Uno

Al reproducir la grabación del 911, parecía que la señora Stegman estaba más preocupada porque el hombre del otro lado de la puerta de su apartamento estuviera desnudo que porque tuviese una escopeta enorme.

Una llamada al 911 es como la señal de dolor que tarda el equivalente a una era en viajar desde la cola del dinosaurio hasta su cerebro. El torpe lagarto atronado que forma el engranaje informativo del Departamento de Policía de Nueva York ni siquiera capta los mamíferos rápidos y tremendamente evolucionados de los códigos telefónicos, wi-fi y comunicaciones del sector financiero que cruzan continuamente por debajo de los pies del Primer Distrito.

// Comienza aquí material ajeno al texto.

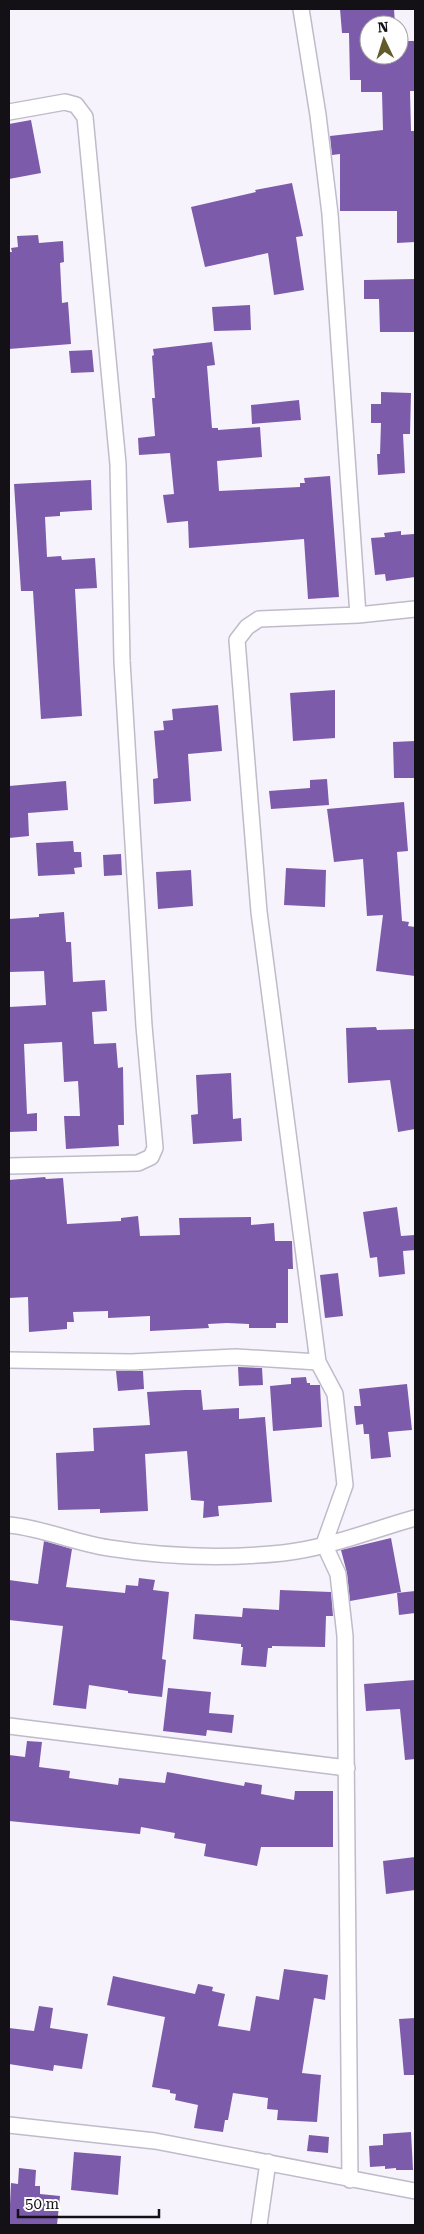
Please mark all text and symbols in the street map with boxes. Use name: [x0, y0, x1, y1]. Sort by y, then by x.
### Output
north arrow: [359, 15, 409, 65]
text: N: [377, 19, 389, 35]
scale bar: [18, 2186, 159, 2218]
text: 50 m: [25, 2195, 60, 2213]

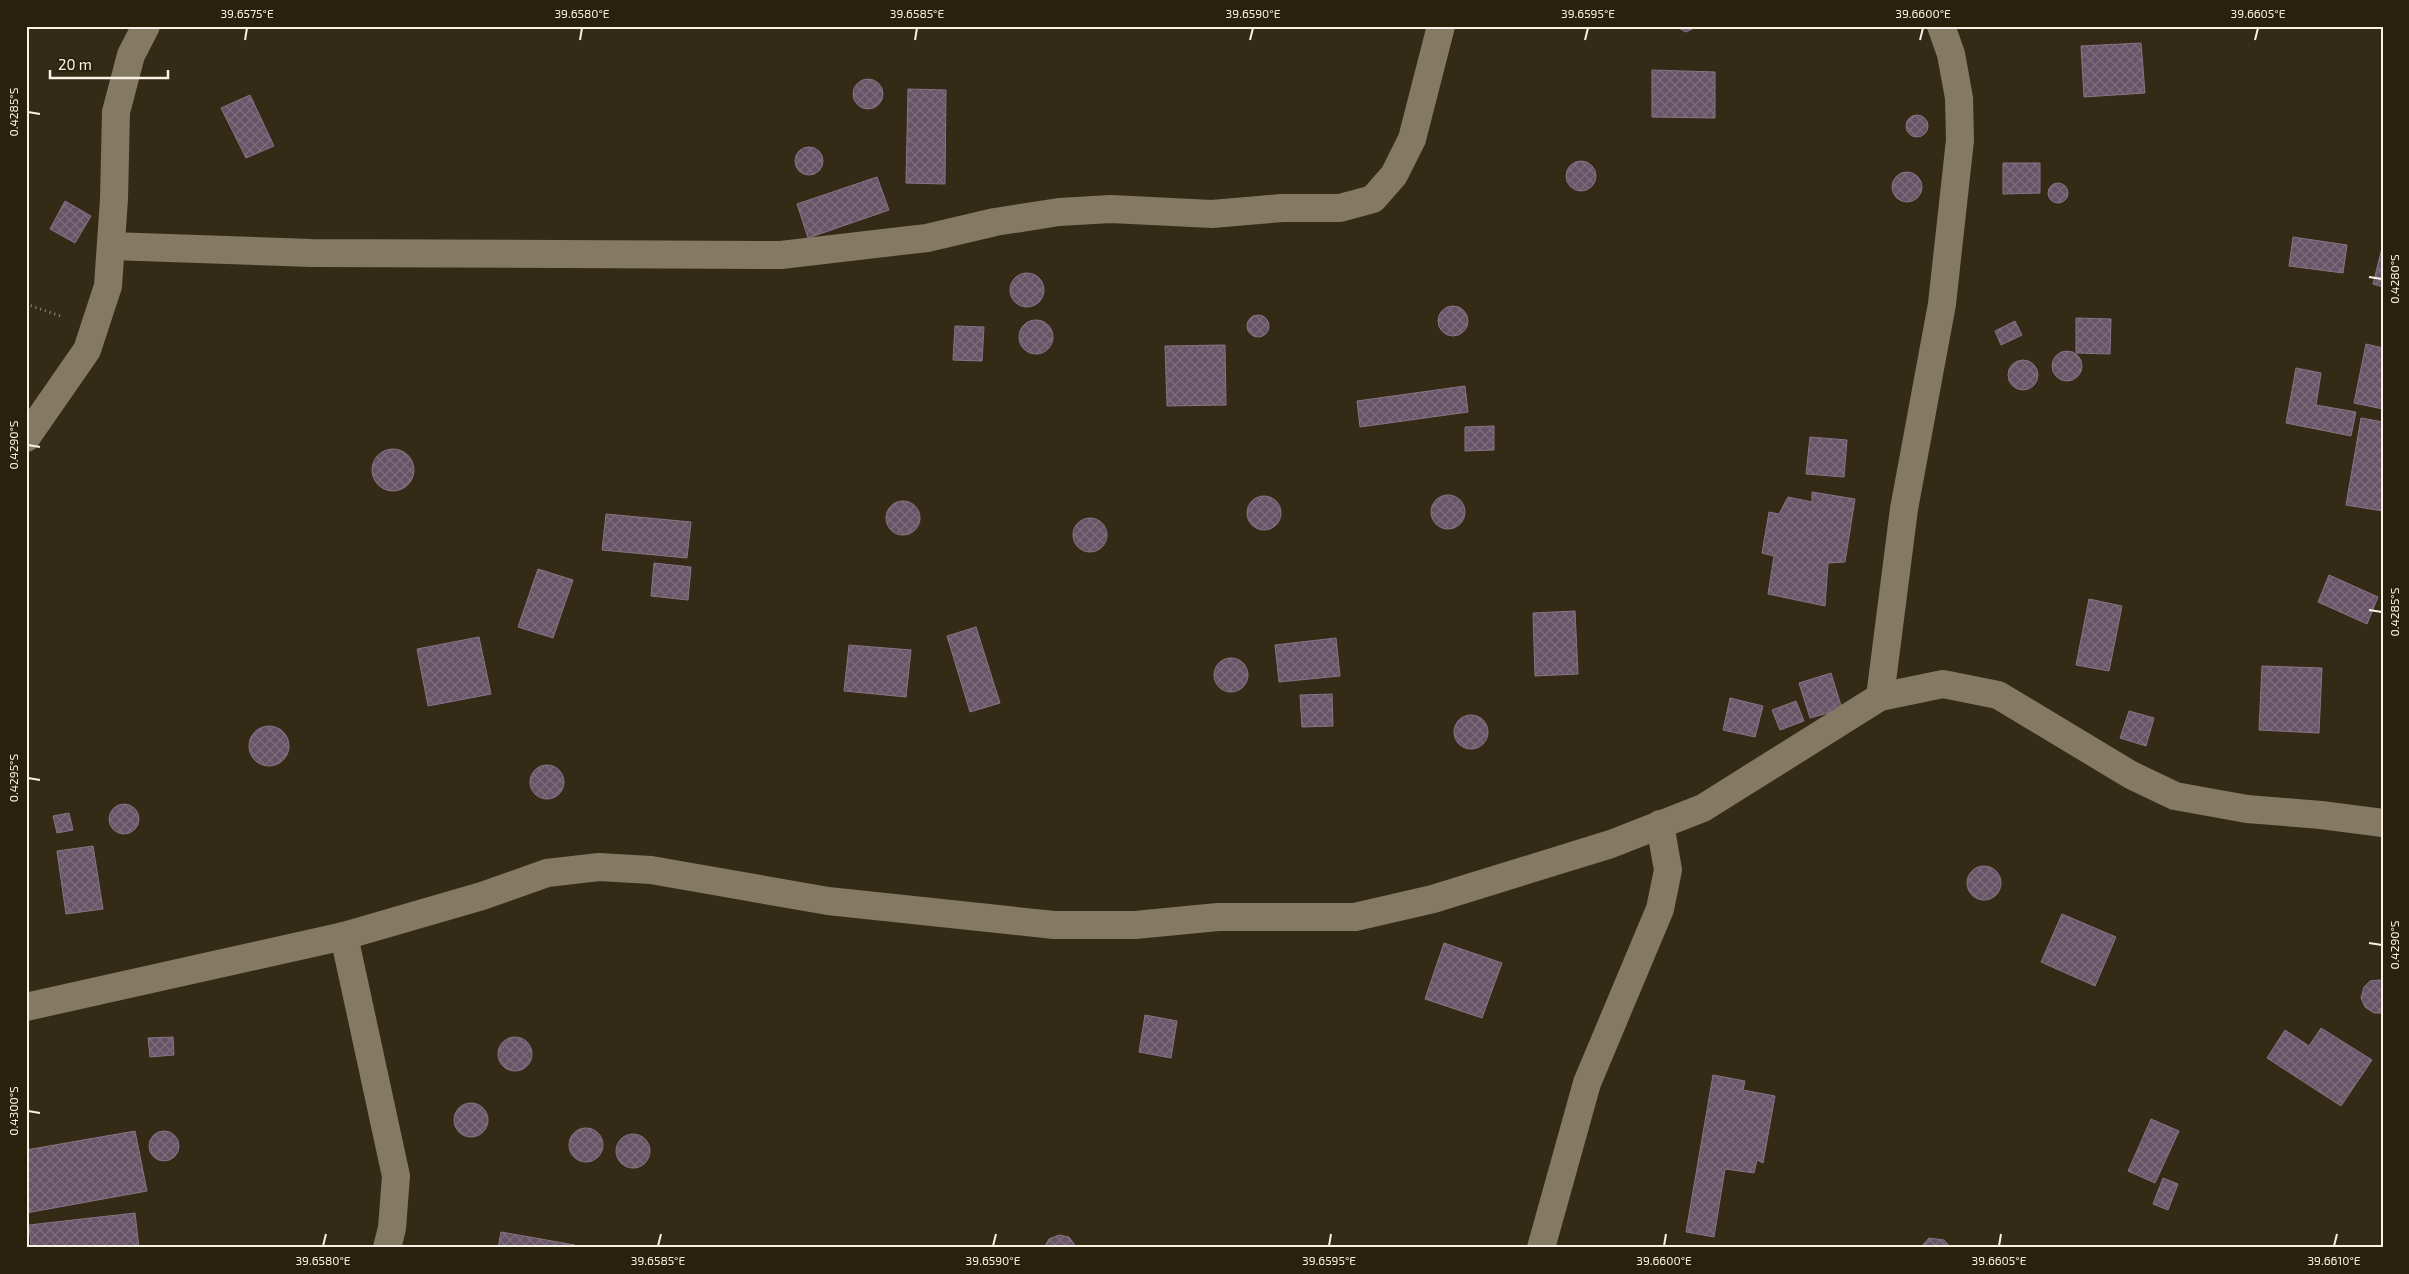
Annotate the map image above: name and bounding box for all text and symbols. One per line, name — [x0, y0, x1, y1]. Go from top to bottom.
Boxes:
text: 39.6575°E — [220, 6, 274, 20]
text: 39.6580°E — [554, 6, 610, 20]
text: 39.6585°E — [890, 6, 944, 20]
text: 39.6590°E — [1226, 6, 1281, 20]
text: 39.6595°E — [1561, 6, 1615, 20]
text: 39.6600°E — [1895, 6, 1951, 20]
text: 39.6605°E — [2231, 6, 2286, 20]
scale bar — [50, 48, 168, 80]
text: 20 m — [58, 55, 92, 73]
text: 0.4285°S — [6, 87, 20, 136]
text: 0.4280°S — [2387, 254, 2401, 304]
text: 0.4290°S — [6, 420, 20, 470]
text: 0.4285°S — [2387, 587, 2401, 636]
text: 0.4295°S — [6, 754, 20, 802]
text: 0.4290°S — [2387, 920, 2401, 970]
text: 0.4300°S — [6, 1086, 20, 1136]
text: 39.6580°E — [295, 1253, 351, 1267]
text: 39.6585°E — [631, 1253, 685, 1267]
text: 39.6590°E — [966, 1253, 1021, 1267]
text: 39.6595°E — [1302, 1253, 1356, 1267]
text: 39.6600°E — [1636, 1253, 1692, 1267]
text: 39.6605°E — [1972, 1253, 2027, 1267]
text: 39.6610°E — [2307, 1253, 2361, 1267]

Pasaron siete minutos largos antes de que alguien se diera cuenta de que los inspectores del Primer Distrito John Tallow y James Rosato se encontraban a menos de ochocientos metros del hombre desnudo con la escopeta y se les llamase para que acudieran al lugar.

Tallow bajó la ventanilla del lado del pasajero de su coche patrulla y escupió el chicle de nicotina en la calle Pearl.

—No te apetecía ocuparte de eso —le dijo a Rosato, mirando sin interés a un mensajero en bici vestido de licra color lima que le hizo un corte de mangas y le llamó asesino—. Llevas toda la semana jodido de las rodillas, y acabas de responder a una llamada del último apartamento sin ascensor de un edificio de Pearl.

Jim Rosato se había casado hacía poco con una enfermera griega. Rosato era medio irlandés y medio italiano, y se cruzaban apuestas en el Primer Distrito sobre cuál de los dos llegaría al trabajo llevando la piel del otro de sombrero en el transcurso de aquel año. La enfermera griega había obligado a Jim a que mejorara su estado de salud, un programa de emergencia gradual que incluía que saliera a correr antes y después de cada turno. La semana pasada Jim había aparecido por el Primer Distrito tambaleándose con las piernas rígidas y cara de bulldog que mastica una avispa, asegurando a todo el que estuviera presente que las rodillas se le habían solidificado y que sólo le quedaban unos días de vida.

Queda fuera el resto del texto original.